This document is a quick summary of all you need to know to package imv for your favourite operating system.
Your options here are Wayland or X11, or both. By default both are included,
with a separate binary for each being built. /usr/bin/imv
will be a script
that checks for a Wayland compositor before running the appropriate binary.
If you only care about one of these, you can specify to build only one of these
by passing -D windows=wayland
to meson
, in which case only that
binary shall be packaged without the need for a launcher script to
select between the two.
Alternatively, you could provide separate packages for X11 and Wayland that act as alternatives to each other.

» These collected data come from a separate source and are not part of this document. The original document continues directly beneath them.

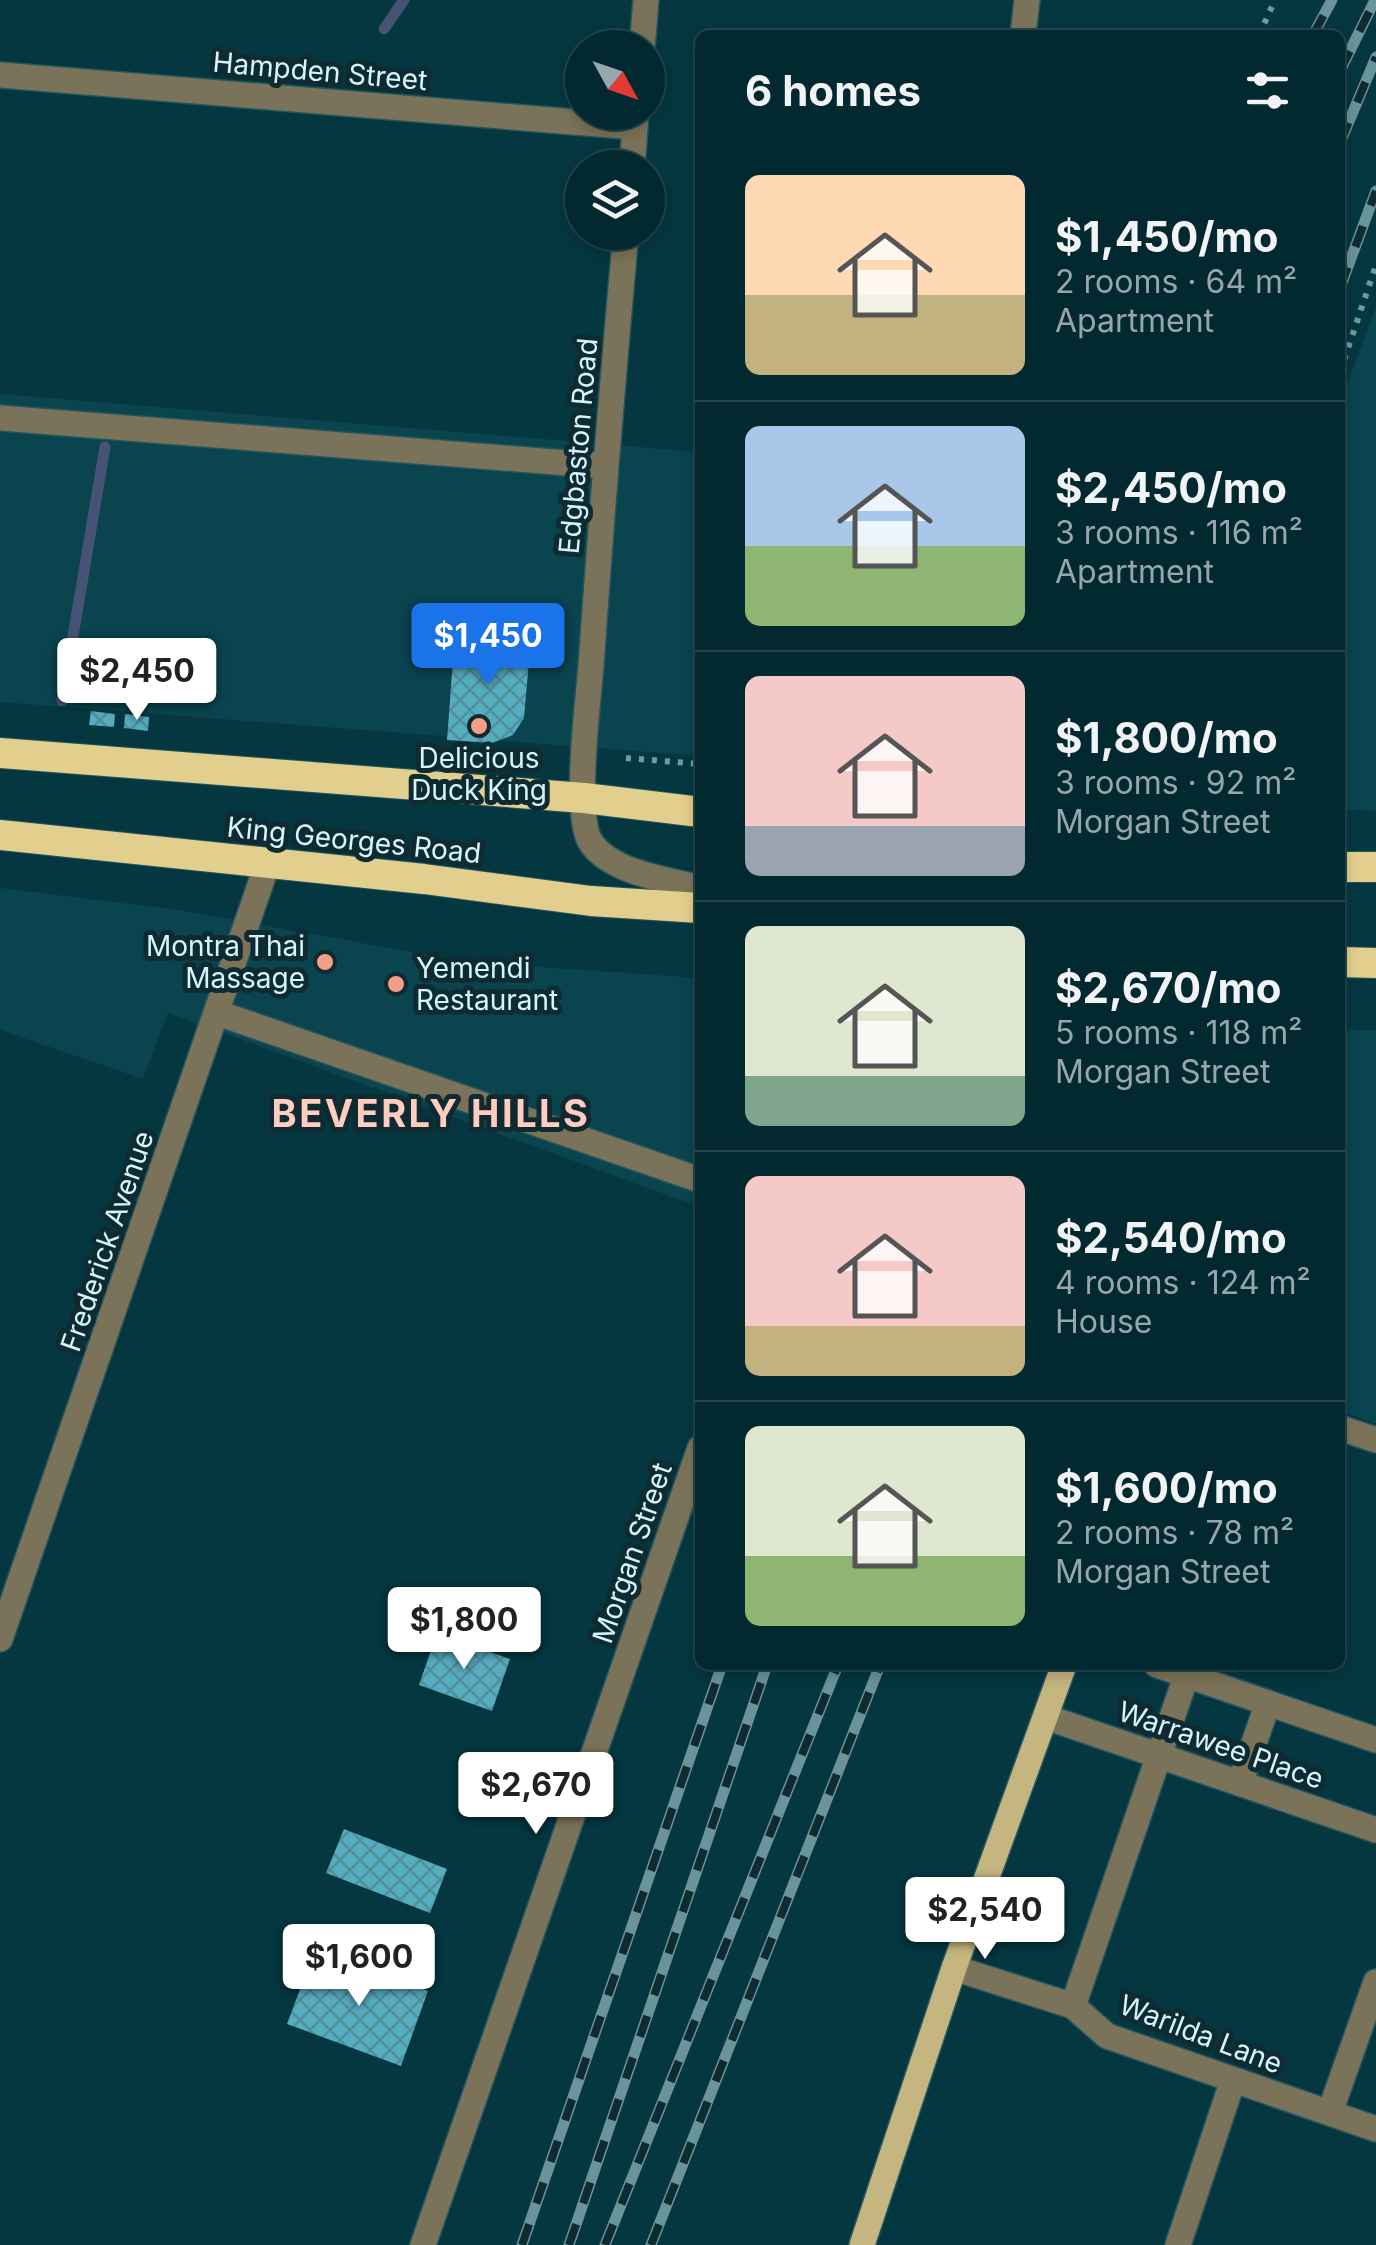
<!DOCTYPE html>
<meta charset="utf-8">
<style>
body{margin:0;font-family:Inter,sans-serif;background:#0d3138;color:#f1f3f6;height:100vh;display:flex;flex-direction:column;font-size:38px;white-space:nowrap}
*{box-sizing:border-box;margin:0}
p{font-size:32px;color:#97a6ab}
.icon{flex:none;width:55px;height:55px;fill:none;stroke:currentColor;stroke-width:2;stroke-linecap:round;stroke-linejoin:round}
.map{position:relative;flex:1;overflow:hidden}
.side{position:absolute;left:695px;top:30px;width:650px;height:1640px;display:flex;flex-direction:column;background:#032930;border-radius:15px;box-shadow:0 5px 15px #0003,0 0 0 2px #24454c}
.side>*{flex:none}
.needle{width:65px;rotate:130deg}
.buttons{position:absolute;left:565px;top:30px;display:grid;gap:20px}
.buttons a{display:grid;place-items:center;width:100px;height:100px;border-radius:50%;background:#032930;box-shadow:0 5px 15px #0003,0 0 0 2px #24454c;font-size:50px}
.price{position:absolute;translate:-50% -85px;padding:0 22px;border-radius:10px;background:#fff;color:#222;font-size:32px;line-height:65px;filter:drop-shadow(0 2px 5px #0008)}
.price::after{content:'';position:absolute;left:50%;top:60px;width:30px;height:22px;margin-left:-15px;background:inherit;clip-path:polygon(0 0,100% 0,50% 100%)}
.price.selected{background:#1a73e8;color:#fff}
ul{padding:0;list-style:none}
li{display:flex;align-items:center;gap:30px;height:250px;padding:0 50px}
li+li{border-top:2px solid #24454c}
li span{display:grid;place-items:center;flex:none;width:280px;height:200px;border-radius:15px;color:#555}
li>.icon{margin-inline-start:auto}
span .icon{width:120px;height:120px;fill:#fffc;stroke-width:1}
li b{font-size:42px}
h2{display:flex;justify-content:space-between;align-items:center;height:120px;padding:0 50px;font-size:42px}
.map>svg:first-child{display:block}
</style>
<div class="map">
<svg width="1376" height="2245" viewBox="0 0 1376 2245">
<defs>
<pattern id="building-cross-hatch" width="8" height="8" patternUnits="userSpaceOnUse" patternTransform="scale(2.5)"><rect width="8" height="8" fill="#57adc0"/><path d="M0 0l8 8M0 8l8-8" fill="none" stroke="#508f9d"/></pattern>
</defs>
<rect width="100%" height="100%" fill="#043740"/>
<g fill="#09444f">
<polygon points="1376,307 1376,811 1340,809 1340,403"/>
<polygon points="0,394 700,452 700,756 0,702"/>
<polygon points="0,888 179,910 468,962 700,978 700,1207 168,1013 143,1079 0,1030"/>
<polygon points="1351,1030 1376,1030 1376,1424 1340,1411 1340,1035"/>
</g>
<g fill="none" stroke-linecap="round" stroke-linejoin="round">
<g stroke="#485274" stroke-width="11">
<polyline points="384,29 404,0"/>
<polyline points="62,701 105,447"/>
</g>
</g>
<g fill="url(#building-cross-hatch)">
<polygon points="469,633 531,638 524,718 513,735 492,743 447,740 454,646 467,647"/>
<polygon points="91,711 115,714 114,727 89,725"/>
<polygon points="125,714 149,717 148,731 124,728"/>
<polygon points="437,1633 510,1659 492,1711 419,1685"/>
<polygon points="344,1829 447,1869 430,1913 326,1873"/>
<polygon points="343,1959 428,1991 401,2066 287,2024 308,1968"/>
</g>
<g fill="none" stroke-linecap="round" stroke-linejoin="round">
<g stroke="#25555e" stroke-width="28">
<g id="minor">
<polyline points="1023,35 1027,0"/>
<polyline points="642,48 646,0"/>
<polyline points="0,75 635,127"/>
<polyline points="632,168 636,113"/>
<path d="M626,232C613,377 601,522 591,666C588,702 574,813 590,841C610,873 666,879 700,888"/>
<polyline points="0,418 605,466"/>
<polyline points="218,1013 700,1180"/>
<polyline points="1340,1428 1376,1440"/>
<polyline points="0,1639 268,862"/>
<polyline points="1157,1665 1376,1740"/>
<polyline points="1046,1717 1376,1830"/>
<polyline points="1240,1783 1268,1703"/>
<polyline points="954,1968 1073,2006 1107,2036 1376,2129"/>
<polyline points="1073,2006 1190,1665"/>
<polyline points="1330,2112 1376,1982"/>
<polyline points="423,2245 700,1448"/>
<polyline points="1178,2245 1233,2080"/>
</g>
</g>
<g stroke="#25555e" stroke-width="28">
<polyline id="major" points="862,2245 954,1968 1064,1665"/>
</g>
<g stroke="#25555e" stroke-width="32">
<g id="highway">
<polyline points="0,753 584,798 700,812"/>
<polyline points="0,835 424,879 591,901 700,908"/>
<polyline points="1340,867 1376,867"/>
<polyline points="1340,962 1376,963"/>
</g>
</g>
<g stroke="#719aa2" stroke-width="6" stroke-dasharray="5 8" stroke-linecap="butt">
<polyline points="1259,35 1275,0"/>
<polyline points="1340,372 1376,265"/>
<polyline points="626,758 700,764"/>
</g>
<use href="#minor" stroke="#7b7359" stroke-width="25"/>
<use href="#major" stroke="#c5b57f" stroke-width="25"/>
<use href="#highway" stroke="#e3cf8d" stroke-width="30"/>
<g stroke="#6a939c" stroke-width="11">
<g id="rail">
<polyline points="1313,35 1332,0"/>
<polyline points="1340,71 1375,0"/>
<polyline points="1340,143 1376,57"/>
<polyline points="1340,288 1376,191"/>
<polyline points="522,2245 722,1665"/>
<polyline points="569,2245 767,1665"/>
<polyline points="605,2245 838,1665"/>
<polyline points="651,2245 880,1665"/>
</g>
</g>
<use href="#rail" stroke="#0f2b31" stroke-width="8" stroke-dasharray="22" stroke-linecap="butt"/>
</g>
<g fill="#f49e8a" stroke="#0f2b31" stroke-width="4">
<circle cx="479" cy="726" r="10"/>
<circle cx="325" cy="962" r="10"/>
<circle cx="396" cy="984" r="10"/>
</g>
<g text-anchor="middle" dominant-baseline="central" stroke-width="10" stroke-linejoin="round" paint-order="stroke">
<g font-size="28" fill="#d5f5fc" stroke="#0f2b31">
<text transform="translate(320 71) rotate(5)">Hampden Street</text>
<text transform="translate(578 446) rotate(-85)">Edgbaston Road</text>
<text transform="translate(354 840) rotate(6)">King Georges Road</text>
<text transform="translate(107 1241) rotate(-71)">Frederick Avenue</text>
<text transform="translate(632 1553) rotate(-71)">Morgan Street</text>
<text transform="translate(1221 1745) rotate(19)">Warrawee Place</text>
<text transform="translate(1201 2034) rotate(21)">Warilda Lane</text>
</g>
<g font-size="28" fill="#d5f5fc" stroke="#0f2b31">
<text x="479" y="758">Delicious<tspan x="479" dy="32">Duck King</tspan></text>
<text x="305" y="946" text-anchor="end">Montra Thai<tspan x="305" dy="32">Massage</tspan></text>
<text x="416" y="968" text-anchor="start">Yemendi<tspan x="416" dy="32">Restaurant</tspan></text>
</g>
<g font-size="38" font-weight="bold" letter-spacing="2.5" fill="#ffccc0" stroke="#0f2b31">
<text x="431" y="1113">BEVERLY HILLS</text>
</g>
</g>
</svg>
<div class="buttons">
<a><svg class="needle" viewBox="-14 -14 28 28"><path d="M0-13l5 13h-10z" fill="#e53935"/><path d="M0 13l5-13h-10z" fill="#97a6ab"/></svg></a>
<a><svg class="icon" aria-label="layers" viewBox="0 0 24 24"><path d="M12 4l9 5-9 5-9-5zM3 14l9 5 9-5"/></svg></a>
</div>
<b class="price selected" style="left:488px;top:688px">$1,450</b>
<b class="price" style="left:137px;top:723px">$2,450</b>
<b class="price" style="left:464px;top:1672px">$1,800</b>
<b class="price" style="left:536px;top:1837px">$2,670</b>
<b class="price" style="left:985px;top:1962px">$2,540</b>
<b class="price" style="left:359px;top:2009px">$1,600</b>
<section class="side">
<h2>6 homes<svg class="icon" aria-label="filters" viewBox="0 0 24 24"><path d="M4 7h16M4 17h16"/><circle cx="9" cy="7" r="2"/><circle cx="15" cy="17" r="2"/></svg></h2>
<ul>
<li><span style="background:linear-gradient(#ffd9b3 60%,#c2b280 0)"><svg class="icon" aria-label="home" viewBox="0 0 24 24"><path d="M3 11l9-7 9 7M6 9v11h12V9"/></svg></span><div><b>$1,450/mo</b><p>2 rooms · 64 m²</p><p>Apartment</p></div></li>
<li><span style="background:linear-gradient(#a9c7e8 60%,#8fb573 0)"><svg class="icon" aria-label="home" viewBox="0 0 24 24"><path d="M3 11l9-7 9 7M6 9v11h12V9"/></svg></span><div><b>$2,450/mo</b><p>3 rooms · 116 m²</p><p>Apartment</p></div></li>
<li><span style="background:linear-gradient(#f6c9c9 75%,#9aa5b1 0)"><svg class="icon" aria-label="home" viewBox="0 0 24 24"><path d="M3 11l9-7 9 7M6 9v11h12V9"/></svg></span><div><b>$1,800/mo</b><p>3 rooms · 92 m²</p><p>Morgan Street</p></div></li>
<li><span style="background:linear-gradient(#dfe7d0 75%,#7fa58c 0)"><svg class="icon" aria-label="home" viewBox="0 0 24 24"><path d="M3 11l9-7 9 7M6 9v11h12V9"/></svg></span><div><b>$2,670/mo</b><p>5 rooms · 118 m²</p><p>Morgan Street</p></div></li>
<li><span style="background:linear-gradient(#f6c9c9 75%,#c2b280 0)"><svg class="icon" aria-label="home" viewBox="0 0 24 24"><path d="M3 11l9-7 9 7M6 9v11h12V9"/></svg></span><div><b>$2,540/mo</b><p>4 rooms · 124 m²</p><p>House</p></div></li>
<li><span style="background:linear-gradient(#dfe7d0 65%,#8fb573 0)"><svg class="icon" aria-label="home" viewBox="0 0 24 24"><path d="M3 11l9-7 9 7M6 9v11h12V9"/></svg></span><div><b>$1,600/mo</b><p>2 rooms · 78 m²</p><p>Morgan Street</p></div></li>
</ul>
</section>
</div>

imv supports multiple "backends" in a plugin style architecture. Each backend provides support for different image formats using different underlying libraries. The ones that are right for your operating system depend on which formats you need support for, and your licensing requirements.
imv is published under the MIT license, but its backends may have different licensing requirements.
By default, the libraries available are detected and support for them is
automatically enabled, but you can enable or disable specific ones by
passing -D freeimage=enabled
or -D libtiff=disabled
.
You can also make sure all the backends are enabled by passing
-D auto_features=enabled
.
Once your backends have been configured and you've confirmed the library each backend uses is installed, you can simply follow the Installation section of the README to build imv.
Package the resulting binary and man pages in your operating system's native package format.